■ **WHAT IS EXPECTED**
From the first line of the entries below through the line bearing "context.strokeStyle = color;", write out each line exactly. Omit pictures.

■ **ENTRIES SUPPLIED**
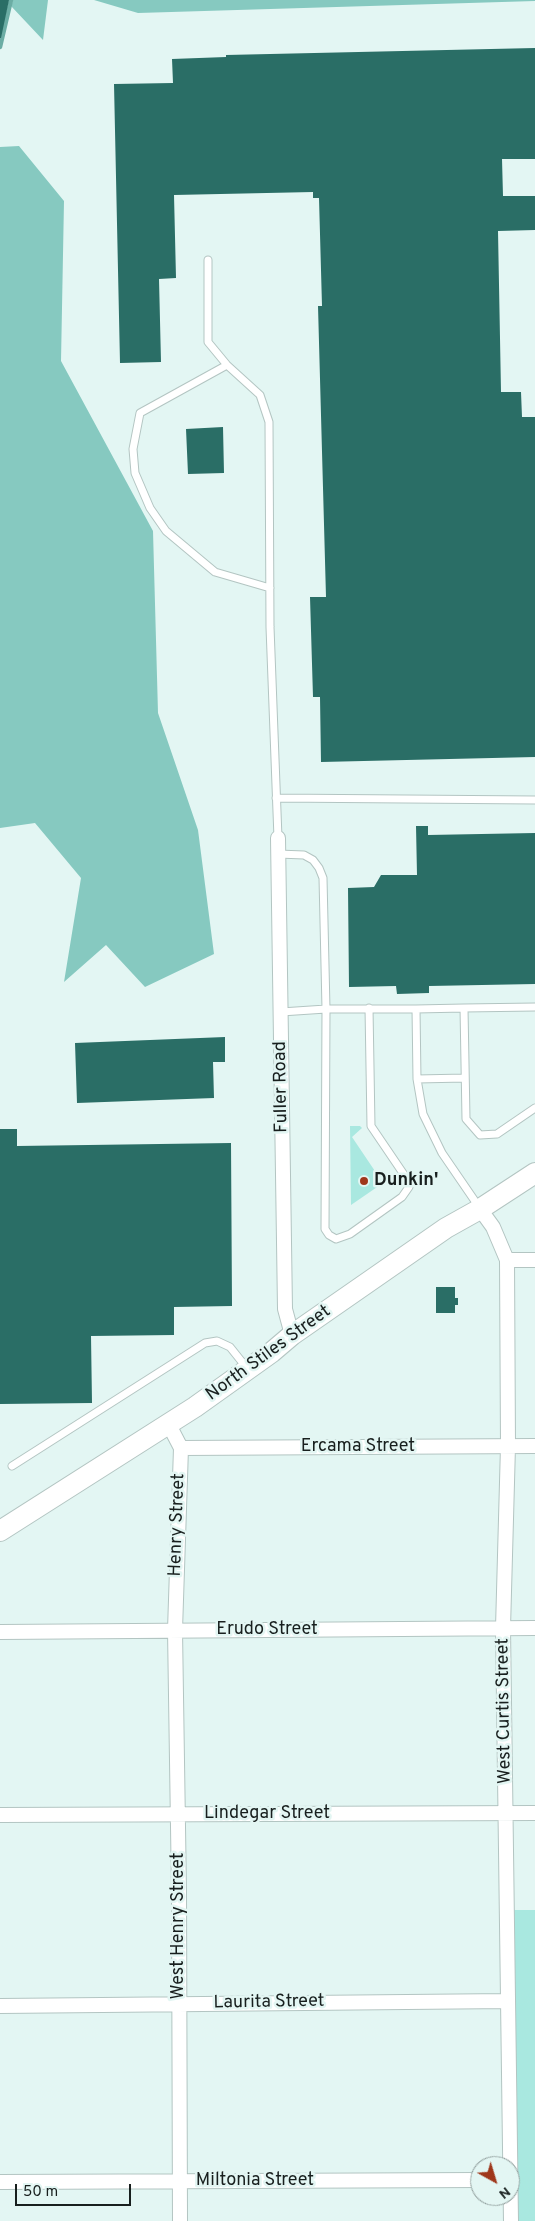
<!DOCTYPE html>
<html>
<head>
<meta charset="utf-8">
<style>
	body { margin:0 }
	#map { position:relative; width:535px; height:2221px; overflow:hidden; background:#e3f6f3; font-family:Overpass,sans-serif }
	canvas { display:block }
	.north { position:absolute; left:470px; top:2156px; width:50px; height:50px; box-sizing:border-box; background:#e3f6f3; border:1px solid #92a09e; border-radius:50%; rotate:141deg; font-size:14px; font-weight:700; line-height:20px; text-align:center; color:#181f1e }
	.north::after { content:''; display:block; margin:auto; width:18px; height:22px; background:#9f371b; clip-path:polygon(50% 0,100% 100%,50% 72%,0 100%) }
	.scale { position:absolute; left:15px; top:2184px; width:116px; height:22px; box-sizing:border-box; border:2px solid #181f1e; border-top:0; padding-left:6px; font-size:15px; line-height:18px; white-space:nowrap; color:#181f1e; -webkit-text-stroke:4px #e3f6f3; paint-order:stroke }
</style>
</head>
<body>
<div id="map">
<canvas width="535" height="2221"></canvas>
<div class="north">N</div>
<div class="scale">50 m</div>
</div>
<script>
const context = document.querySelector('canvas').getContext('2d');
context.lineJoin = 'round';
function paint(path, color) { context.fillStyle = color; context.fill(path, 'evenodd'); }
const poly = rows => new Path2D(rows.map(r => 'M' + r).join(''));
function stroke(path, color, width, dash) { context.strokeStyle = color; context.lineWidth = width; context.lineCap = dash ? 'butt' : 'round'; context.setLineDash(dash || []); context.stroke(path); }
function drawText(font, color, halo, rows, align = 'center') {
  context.font = font + ' Overpass,sans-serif'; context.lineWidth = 5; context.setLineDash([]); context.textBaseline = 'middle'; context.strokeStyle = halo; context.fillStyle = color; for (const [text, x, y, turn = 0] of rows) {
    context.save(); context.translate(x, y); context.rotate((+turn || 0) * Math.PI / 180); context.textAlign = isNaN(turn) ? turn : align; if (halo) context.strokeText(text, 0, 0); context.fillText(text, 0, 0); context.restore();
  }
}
const green = poly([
	[350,1126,360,1126,362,1128,352,1137,383,1183,351,1205],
	[507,1910,535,1910,535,2221,505,2221]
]);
const forest = poly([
	[13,0,48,0,43,40,11,6],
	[94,0,535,0,535,1,138,13],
	[19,146,64,201,61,361,153,531,158,713,198,830,214,954,145,987,106,945,64,982,81,878,35,823,0,828,0,147]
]);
const stream = poly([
	[0,47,11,0]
]);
const building = poly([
	[0,0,9,0,1,38,0,38],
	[535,48,535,159,502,159,503,196,535,196,535,230,498,231,501,392,521,392,522,417,535,417,535,757,321,762,320,697,313,697,310,597,326,597,318,306,322,306,319,198,313,198,313,192,174,195,176,278,159,279,161,362,120,363,114,84,173,83,172,59,226,57,226,55],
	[223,427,224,473,188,474,186,429],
	[416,826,428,826,428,835,535,833,535,984,429,986,429,993,397,994,396,986,349,987,348,888,374,887,381,875,417,875],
	[225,1037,225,1062,213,1062,214,1098,77,1103,75,1043],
	[0,1129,17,1129,17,1146,231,1143,232,1306,174,1307,174,1335,91,1336,92,1403,0,1404],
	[436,1287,455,1287,455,1298,458,1298,458,1305,455,1305,455,1313,436,1313]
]);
const lane = poly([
	[208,260,208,342,227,365,260,395,269,422,270,627,278,838],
	[227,365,140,413,133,449,135,473,150,508,166,531,215,572,270,588],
	[276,798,535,800],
	[278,854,304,855,313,860,319,868,323,878,326,1009,325,1229,329,1235,336,1239,350,1234,402,1197,409,1187,409,1182,371,1126,369,1008],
	[464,1008,535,1007],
	[281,1012,326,1009,416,1009],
	[417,1079,465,1078],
	[479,1207,442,1153,423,1114,417,1079,416,1009,464,1008,466,1119,480,1135,497,1134,535,1108],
	[12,1466,205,1343,217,1341,230,1347,246,1367]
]);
const street = poly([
	[278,838,285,1309,292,1335],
	[480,1209,493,1227,507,1260,508,1446,503,1628,511,2221],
	[507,1260,535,1260],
	[168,1423,181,1448,175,1630,179,1892,180,2221],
	[181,1448,535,1446],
	[0,1632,535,1628],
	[0,1815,535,1813],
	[0,2006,508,2001],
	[0,2182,480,2180]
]);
const secondary = poly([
	[0,1531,195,1407,272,1352,292,1335,446,1228,480,1209,535,1173]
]);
const markers = [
	[364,1181,5,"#9f371b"]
];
const streetNames = [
	["Fuller Road",282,1087,-91],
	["North Stiles Street",269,1354,-36],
	["Ercama Street",358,1447],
	["Henry Street",178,1525,-88],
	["Erudo Street",267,1630],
	["West Curtis Street",505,1711,-91],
	["Lindegar Street",267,1814],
	["West Henry Street",179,1926,-90],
	["Laurita Street",269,2003,-1],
	["Miltonia Street",255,2181]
];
const poiNames = [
	["Dunkin'",374,1181]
];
paint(green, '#a9e8e0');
paint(forest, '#86c9c0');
stroke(stream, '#6bada4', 4.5);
paint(building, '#2a6e66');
stroke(lane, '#b3c5c2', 9);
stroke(street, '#b3c5c2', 16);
stroke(secondary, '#b3c5c2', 22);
stroke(lane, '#fff', 7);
stroke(street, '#fff', 14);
stroke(secondary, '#fff', 20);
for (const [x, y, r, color] of markers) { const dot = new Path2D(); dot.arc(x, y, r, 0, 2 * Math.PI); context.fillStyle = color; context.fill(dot); stroke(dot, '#e3f6f3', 2); }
drawText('18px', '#181f1e', '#e3f6f3', streetNames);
drawText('bold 18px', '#181f1e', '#e3f6f3', poiNames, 'left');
</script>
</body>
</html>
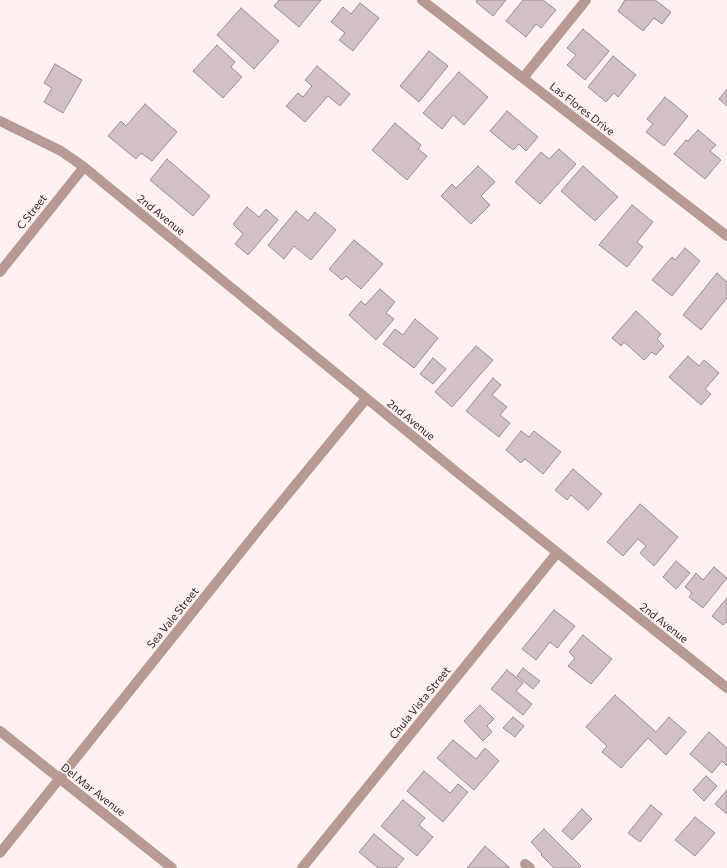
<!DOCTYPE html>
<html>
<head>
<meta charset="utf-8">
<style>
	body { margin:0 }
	canvas { display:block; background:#fff0f2 }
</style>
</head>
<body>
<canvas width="727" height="868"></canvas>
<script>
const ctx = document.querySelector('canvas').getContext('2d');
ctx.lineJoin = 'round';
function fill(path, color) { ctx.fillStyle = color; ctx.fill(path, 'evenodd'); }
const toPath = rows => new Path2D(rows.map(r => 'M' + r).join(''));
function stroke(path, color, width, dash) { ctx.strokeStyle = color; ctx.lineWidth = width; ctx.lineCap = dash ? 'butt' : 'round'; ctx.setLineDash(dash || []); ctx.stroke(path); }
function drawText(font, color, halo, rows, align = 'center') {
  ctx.font = font + ' Commissioner,sans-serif'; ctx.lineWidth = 3.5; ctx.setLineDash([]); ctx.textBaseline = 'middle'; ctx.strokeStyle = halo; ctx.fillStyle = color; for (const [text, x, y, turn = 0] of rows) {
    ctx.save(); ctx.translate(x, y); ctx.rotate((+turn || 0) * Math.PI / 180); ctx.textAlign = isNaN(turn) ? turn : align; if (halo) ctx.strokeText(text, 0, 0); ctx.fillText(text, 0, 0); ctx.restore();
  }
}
const building = toPath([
	[279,0,321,0,299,27,274,6,279,0],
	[477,0,506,0,493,16,476,2,477,0],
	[523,0,543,0,556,10,541,28,536,24,526,37,506,21,523,0],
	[625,0,655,0,671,12,662,24,654,18,643,31,618,11,625,0],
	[360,3,379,18,353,51,339,40,345,33,331,22,343,7,351,14,360,3],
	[241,8,279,41,254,69,217,35,241,8],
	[583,29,609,51,585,80,567,65,576,55,567,48,583,29],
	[217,45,235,62,231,67,242,77,223,98,193,71,217,45],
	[429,51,448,66,419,102,400,86,429,51],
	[613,56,636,75,618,97,614,93,606,102,588,87,613,56],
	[55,64,82,80,63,113,44,102,52,88,44,83,55,64],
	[317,66,350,94,340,106,328,96,305,122,286,106,298,93,303,97,312,86,305,80,317,66],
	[459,72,488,97,464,125,453,115,442,129,423,113,459,72],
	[727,89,727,106,719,99,727,89],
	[665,97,688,116,664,146,646,132,653,124,647,119,665,97],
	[145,104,177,132,152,161,141,153,136,159,108,136,121,121,126,126,145,104],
	[507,111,538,137,526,151,519,144,513,150,490,131,507,111],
	[395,123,421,145,418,149,427,156,407,180,372,150,395,123],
	[698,130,716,145,710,151,721,160,705,179,674,154,686,140,688,141,698,130],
	[559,149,576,164,540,204,515,182,541,152,549,159,559,149],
	[167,159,210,196,193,216,150,180,167,159],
	[478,166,495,182,481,196,490,205,471,224,441,196,452,184,456,188,478,166],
	[583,166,618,197,595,221,561,191,583,166],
	[632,205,653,222,637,242,643,247,627,267,599,245,632,205],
	[247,207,259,217,266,209,278,220,248,255,235,244,243,234,233,224,247,207],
	[296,211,308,221,315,212,336,230,311,260,294,246,284,259,268,245,296,211],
	[354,240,383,264,361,289,346,276,342,280,329,269,354,240],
	[685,248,700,261,672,296,652,280,672,257,675,260,685,248],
	[717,273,727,282,727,298,701,330,683,315,717,273],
	[380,289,395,302,386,313,394,319,376,340,349,315,361,301,365,305,380,289],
	[636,311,661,334,657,339,664,346,656,355,652,352,644,360,624,342,621,346,612,338,636,311],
	[415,319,438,338,414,368,383,344,395,329,403,335,415,319],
	[476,346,493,360,452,407,435,392,476,346],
	[688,356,699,366,704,360,719,373,705,389,711,394,701,405,669,377,688,356],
	[433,358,446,369,433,384,420,374,433,358],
	[493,378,501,385,492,395,507,407,500,415,510,423,499,437,466,411,493,378],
	[521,431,529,437,534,431,561,452,543,474,525,459,521,463,506,450,521,431],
	[573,469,602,494,588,510,571,495,567,500,555,490,573,469],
	[640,504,678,537,654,566,640,553,646,546,638,539,623,556,607,542,640,504],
	[676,561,690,573,676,589,663,577,676,561],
	[714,567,727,578,703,608,689,597,692,593,685,587,696,573,703,580,714,567],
	[727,598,727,623,726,622,723,625,712,616,727,598],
	[554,610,575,626,557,648,550,642,536,660,522,649,554,610],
	[583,635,612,659,591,684,568,666,575,658,569,652,583,635],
	[523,668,540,681,533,689,517,676,523,668],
	[507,670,523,683,516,691,532,704,523,715,491,689,507,670],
	[615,695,656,732,669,717,686,732,666,755,648,738,621,768,602,752,607,746,586,727,615,695],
	[480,705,494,719,487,726,492,732,483,741,464,721,480,705],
	[513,717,524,726,515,737,503,728,513,717],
	[709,732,727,748,727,766,722,761,712,773,690,754,709,732],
	[453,740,476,759,485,748,499,761,474,790,437,758,453,740],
	[424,771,450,793,458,784,468,792,443,822,407,791,424,771],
	[706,776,717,786,704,801,693,790,706,776],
	[727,790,727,814,715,804,727,790],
	[403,800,425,818,419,825,433,837,417,856,381,826,403,800],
	[651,805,662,814,640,842,628,833,651,805],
	[582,809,592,819,572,840,562,831,582,809],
	[695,817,715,833,695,856,675,840,695,817],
	[544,829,581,866,579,868,554,868,541,855,542,854,531,842,544,829],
	[374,834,404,859,396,868,378,868,359,852,374,834],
	[485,846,510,868,467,868,485,846]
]);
fill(building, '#d1c1c7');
stroke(building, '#9d8e94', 1);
stroke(toPath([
	[422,0,727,236],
	[523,78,586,0],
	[0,121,61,151,84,167,459,474,727,688],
	[0,272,84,167],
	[0,731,172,868],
	[0,853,260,528,366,399],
	[525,864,530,868],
	[302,868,557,553]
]), '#b89a94', 10);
drawText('11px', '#312a2b', '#fff0f2', [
	["Las Flores Drive",582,109,38],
	["C Street",32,212,-52],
	["2nd Avenue",161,215,39],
	["2nd Avenue",411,420,39],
	["Sea Vale Street",173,618,-51],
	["2nd Avenue",664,623,38],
	["Chula Vista Street",420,703,-51],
	["Del Mar Avenue",93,790,38]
]);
</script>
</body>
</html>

■ **RESPONSE TO THIS TASK**
<!DOCTYPE html>
<html>
<head>
<meta charset="utf-8">
<style>
	body { margin:0 }
	#map { position:relative; width:535px; height:2221px; overflow:hidden; background:#e3f6f3; font-family:Overpass,sans-serif }
	canvas { display:block }
	.north { position:absolute; left:470px; top:2156px; width:50px; height:50px; box-sizing:border-box; background:#e3f6f3; border:1px solid #92a09e; border-radius:50%; rotate:141deg; font-size:14px; font-weight:700; line-height:20px; text-align:center; color:#181f1e }
	.north::after { content:''; display:block; margin:auto; width:18px; height:22px; background:#9f371b; clip-path:polygon(50% 0,100% 100%,50% 72%,0 100%) }
	.scale { position:absolute; left:15px; top:2184px; width:116px; height:22px; box-sizing:border-box; border:2px solid #181f1e; border-top:0; padding-left:6px; font-size:15px; line-height:18px; white-space:nowrap; color:#181f1e; -webkit-text-stroke:4px #e3f6f3; paint-order:stroke }
</style>
</head>
<body>
<div id="map">
<canvas width="535" height="2221"></canvas>
<div class="north">N</div>
<div class="scale">50 m</div>
</div>
<script>
const context = document.querySelector('canvas').getContext('2d');
context.lineJoin = 'round';
function paint(path, color) { context.fillStyle = color; context.fill(path, 'evenodd'); }
const poly = rows => new Path2D(rows.map(r => 'M' + r).join(''));
function stroke(path, color, width, dash) { context.strokeStyle = color; context.lineWidth = width; context.lineCap = dash ? 'butt' : 'round'; context.setLineDash(dash || []); context.stroke(path); }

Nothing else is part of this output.